Unfolding across several venues and involving the collaboration of hundreds of minds from across the world, the exhibition ‘Aru Kuxipa | Sacred Secret’ expresses the vision of Brazilian artist Ernesto Neto and teachings of indigenous amazonian tribes. Within the TBA21 in Vienna, Neto — together with 37 Jordão Huni Kuin communities — has co-created a place of creative transformation, an investigation into the spiritual nature of objects, and a site of healing. The collaborative journey and the resulting artworks shares the tribes’ sacred forms of expression, art, ritual, and knowledge through oral history, music, drawings, weavings, and everyday objects.
The exhibition opens with ‘A gente se encontra aqui hoje, amanhã em outro lugar. Enquanto isso Deus é Deusa. Santa gravidade’ (We meet each other today, tomorrow in another place. In the meanwhile, God is goddess. Saint gravity). Fashioned from weightless pink and greenish polyamide forms, the various organic shapes are suspended from the ceiling and intertwined in a voluptuous embrace.
The spiritual center of the exhibition is marked by ‘Kupiforesunixawa’, a communal space that hosts spiritual rituals of healing, relaxation, contemplation, and gathering. Crocheted from green, pink, and orange ribbons and spiced with lavender, clove, and turmeric, the tent-like structure borrows the forms of the Huni Kuin’s central place of social and spiritual assembly. Diamond patterns decorate the transparent net membrane, casting shadows of serpent shapes onto the floor. Beneath it, a green marble table from Guatemala is engraved with shapes of the jiboia and a pajé with maraca and holds candles and objects by the Huni Kuin.
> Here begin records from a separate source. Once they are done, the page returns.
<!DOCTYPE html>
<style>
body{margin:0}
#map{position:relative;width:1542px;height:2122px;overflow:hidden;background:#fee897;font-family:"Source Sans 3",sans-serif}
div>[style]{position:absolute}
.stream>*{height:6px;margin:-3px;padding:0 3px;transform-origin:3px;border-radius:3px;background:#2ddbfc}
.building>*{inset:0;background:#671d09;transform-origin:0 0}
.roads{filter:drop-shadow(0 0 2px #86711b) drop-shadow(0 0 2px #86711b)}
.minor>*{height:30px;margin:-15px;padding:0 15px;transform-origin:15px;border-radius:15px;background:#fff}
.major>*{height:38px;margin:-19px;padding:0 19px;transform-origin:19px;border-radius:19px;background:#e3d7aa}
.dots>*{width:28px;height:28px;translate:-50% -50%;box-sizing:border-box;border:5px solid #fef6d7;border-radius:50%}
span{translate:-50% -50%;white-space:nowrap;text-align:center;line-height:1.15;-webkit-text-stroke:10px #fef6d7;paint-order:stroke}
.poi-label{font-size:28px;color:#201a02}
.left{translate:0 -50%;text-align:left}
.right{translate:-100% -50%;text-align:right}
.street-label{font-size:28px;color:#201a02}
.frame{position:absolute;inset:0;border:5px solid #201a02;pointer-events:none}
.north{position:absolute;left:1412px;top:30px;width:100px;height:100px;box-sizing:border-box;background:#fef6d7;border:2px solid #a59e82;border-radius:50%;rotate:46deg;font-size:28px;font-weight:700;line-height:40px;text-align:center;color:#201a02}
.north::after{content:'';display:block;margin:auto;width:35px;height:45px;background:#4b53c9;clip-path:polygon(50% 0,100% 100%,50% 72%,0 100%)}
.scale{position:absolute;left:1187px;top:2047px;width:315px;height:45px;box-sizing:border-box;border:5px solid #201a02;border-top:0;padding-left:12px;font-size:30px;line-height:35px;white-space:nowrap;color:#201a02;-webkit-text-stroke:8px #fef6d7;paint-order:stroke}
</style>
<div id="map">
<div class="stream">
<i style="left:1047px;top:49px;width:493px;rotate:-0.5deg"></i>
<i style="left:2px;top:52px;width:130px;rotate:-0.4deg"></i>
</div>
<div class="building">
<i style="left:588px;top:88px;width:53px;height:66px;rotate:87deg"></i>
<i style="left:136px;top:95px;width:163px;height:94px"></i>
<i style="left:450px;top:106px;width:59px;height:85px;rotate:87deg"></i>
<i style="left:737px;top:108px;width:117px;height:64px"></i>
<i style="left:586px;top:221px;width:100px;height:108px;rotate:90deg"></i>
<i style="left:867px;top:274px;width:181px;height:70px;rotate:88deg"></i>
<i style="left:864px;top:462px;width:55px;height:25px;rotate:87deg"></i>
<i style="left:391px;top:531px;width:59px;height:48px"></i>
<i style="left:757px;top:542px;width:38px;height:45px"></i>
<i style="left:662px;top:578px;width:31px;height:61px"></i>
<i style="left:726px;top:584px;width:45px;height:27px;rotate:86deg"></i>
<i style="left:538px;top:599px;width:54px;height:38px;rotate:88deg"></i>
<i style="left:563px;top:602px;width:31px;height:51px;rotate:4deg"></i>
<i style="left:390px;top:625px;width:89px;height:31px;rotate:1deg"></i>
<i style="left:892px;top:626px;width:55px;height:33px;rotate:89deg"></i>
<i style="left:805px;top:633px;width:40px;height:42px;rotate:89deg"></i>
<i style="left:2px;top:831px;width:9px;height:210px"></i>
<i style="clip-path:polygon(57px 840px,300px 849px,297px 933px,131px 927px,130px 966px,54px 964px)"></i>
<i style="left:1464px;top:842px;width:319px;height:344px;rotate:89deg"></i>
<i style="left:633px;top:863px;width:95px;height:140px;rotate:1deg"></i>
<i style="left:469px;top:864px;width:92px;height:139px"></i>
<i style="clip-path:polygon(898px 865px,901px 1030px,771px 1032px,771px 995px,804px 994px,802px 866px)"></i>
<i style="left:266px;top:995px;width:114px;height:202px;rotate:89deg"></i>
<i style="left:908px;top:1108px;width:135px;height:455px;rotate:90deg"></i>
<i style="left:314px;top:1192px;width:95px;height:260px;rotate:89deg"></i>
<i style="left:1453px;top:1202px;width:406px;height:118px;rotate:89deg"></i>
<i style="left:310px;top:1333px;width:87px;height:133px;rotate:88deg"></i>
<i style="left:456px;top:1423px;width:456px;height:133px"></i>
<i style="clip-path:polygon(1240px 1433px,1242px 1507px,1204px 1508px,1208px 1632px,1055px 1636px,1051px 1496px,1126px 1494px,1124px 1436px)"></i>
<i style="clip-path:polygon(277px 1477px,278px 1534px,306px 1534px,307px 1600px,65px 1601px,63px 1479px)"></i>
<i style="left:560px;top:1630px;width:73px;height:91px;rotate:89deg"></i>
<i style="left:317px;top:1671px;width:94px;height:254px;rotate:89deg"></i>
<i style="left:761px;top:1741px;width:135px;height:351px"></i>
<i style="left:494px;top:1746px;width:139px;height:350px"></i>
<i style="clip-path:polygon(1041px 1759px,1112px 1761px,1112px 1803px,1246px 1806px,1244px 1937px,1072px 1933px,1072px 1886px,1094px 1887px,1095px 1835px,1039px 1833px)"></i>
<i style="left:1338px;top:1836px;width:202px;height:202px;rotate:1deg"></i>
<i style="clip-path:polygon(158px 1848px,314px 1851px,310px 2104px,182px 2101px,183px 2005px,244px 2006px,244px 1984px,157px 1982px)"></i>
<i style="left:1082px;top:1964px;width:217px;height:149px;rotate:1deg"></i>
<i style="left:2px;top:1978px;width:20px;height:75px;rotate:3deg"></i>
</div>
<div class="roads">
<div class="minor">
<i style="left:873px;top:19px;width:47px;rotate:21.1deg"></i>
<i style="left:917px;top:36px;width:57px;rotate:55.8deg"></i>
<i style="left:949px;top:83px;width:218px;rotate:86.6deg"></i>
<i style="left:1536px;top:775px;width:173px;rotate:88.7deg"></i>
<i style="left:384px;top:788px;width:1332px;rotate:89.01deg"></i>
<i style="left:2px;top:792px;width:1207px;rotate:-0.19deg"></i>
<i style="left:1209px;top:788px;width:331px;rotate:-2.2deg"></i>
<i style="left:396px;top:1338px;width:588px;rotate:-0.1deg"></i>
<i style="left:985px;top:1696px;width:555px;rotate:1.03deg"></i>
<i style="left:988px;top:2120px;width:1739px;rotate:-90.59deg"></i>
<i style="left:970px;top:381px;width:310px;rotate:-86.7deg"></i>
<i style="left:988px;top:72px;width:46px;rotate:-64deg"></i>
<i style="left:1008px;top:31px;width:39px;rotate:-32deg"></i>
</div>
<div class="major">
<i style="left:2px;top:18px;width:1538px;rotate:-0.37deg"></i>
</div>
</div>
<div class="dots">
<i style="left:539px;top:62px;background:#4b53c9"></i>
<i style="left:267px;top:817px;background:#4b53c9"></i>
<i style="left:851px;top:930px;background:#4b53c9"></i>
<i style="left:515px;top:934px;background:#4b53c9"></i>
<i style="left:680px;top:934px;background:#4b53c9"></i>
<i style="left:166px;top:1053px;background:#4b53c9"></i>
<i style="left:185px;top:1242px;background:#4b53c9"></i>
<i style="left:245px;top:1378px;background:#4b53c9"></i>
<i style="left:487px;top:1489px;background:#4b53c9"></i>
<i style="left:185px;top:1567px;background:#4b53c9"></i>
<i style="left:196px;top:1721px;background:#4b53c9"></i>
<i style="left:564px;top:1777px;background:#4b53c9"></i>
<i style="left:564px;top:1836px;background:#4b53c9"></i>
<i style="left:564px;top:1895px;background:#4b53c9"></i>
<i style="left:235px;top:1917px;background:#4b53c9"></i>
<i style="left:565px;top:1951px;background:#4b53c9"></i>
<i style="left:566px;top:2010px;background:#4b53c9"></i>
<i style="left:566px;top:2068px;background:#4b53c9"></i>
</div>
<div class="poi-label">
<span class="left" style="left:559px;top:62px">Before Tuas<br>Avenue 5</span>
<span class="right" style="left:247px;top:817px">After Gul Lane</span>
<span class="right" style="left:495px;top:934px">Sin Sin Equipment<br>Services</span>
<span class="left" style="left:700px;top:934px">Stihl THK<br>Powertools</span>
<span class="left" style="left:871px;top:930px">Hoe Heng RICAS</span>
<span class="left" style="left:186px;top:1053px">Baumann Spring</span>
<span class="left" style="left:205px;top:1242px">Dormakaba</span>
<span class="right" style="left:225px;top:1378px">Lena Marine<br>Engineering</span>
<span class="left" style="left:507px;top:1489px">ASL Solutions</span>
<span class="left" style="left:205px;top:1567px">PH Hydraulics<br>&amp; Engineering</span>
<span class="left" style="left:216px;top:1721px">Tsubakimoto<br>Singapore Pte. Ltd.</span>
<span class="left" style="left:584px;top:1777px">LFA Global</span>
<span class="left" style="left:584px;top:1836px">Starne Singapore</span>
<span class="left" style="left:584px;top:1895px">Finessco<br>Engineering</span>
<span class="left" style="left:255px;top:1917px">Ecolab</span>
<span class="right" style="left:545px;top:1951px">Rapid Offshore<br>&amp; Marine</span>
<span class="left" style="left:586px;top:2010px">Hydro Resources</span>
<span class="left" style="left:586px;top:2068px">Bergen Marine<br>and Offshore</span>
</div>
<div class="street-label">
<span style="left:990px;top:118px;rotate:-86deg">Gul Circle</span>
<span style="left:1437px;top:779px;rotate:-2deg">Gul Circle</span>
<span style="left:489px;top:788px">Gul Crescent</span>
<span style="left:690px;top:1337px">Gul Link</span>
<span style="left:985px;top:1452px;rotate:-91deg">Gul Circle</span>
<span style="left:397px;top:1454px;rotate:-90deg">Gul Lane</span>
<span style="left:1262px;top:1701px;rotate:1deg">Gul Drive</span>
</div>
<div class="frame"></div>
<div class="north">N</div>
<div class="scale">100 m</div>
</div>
Additionally, Una Isĩ Kayawa (the ‘Book of Healing’) compiles descriptions of the 109 plant species used by the Huni Kuin and their applications in various curative treatments — a practice that, for the tribe, must be approached with the greatest respect and thoughtfulness. The exhibition, conceived as a personal tribute to the Huni Kuin, weaves between a space of preparation, to a sacred area of ritual, to a room of study and knowledge, and finally culminates in the community’s multiple voices of myths and songs.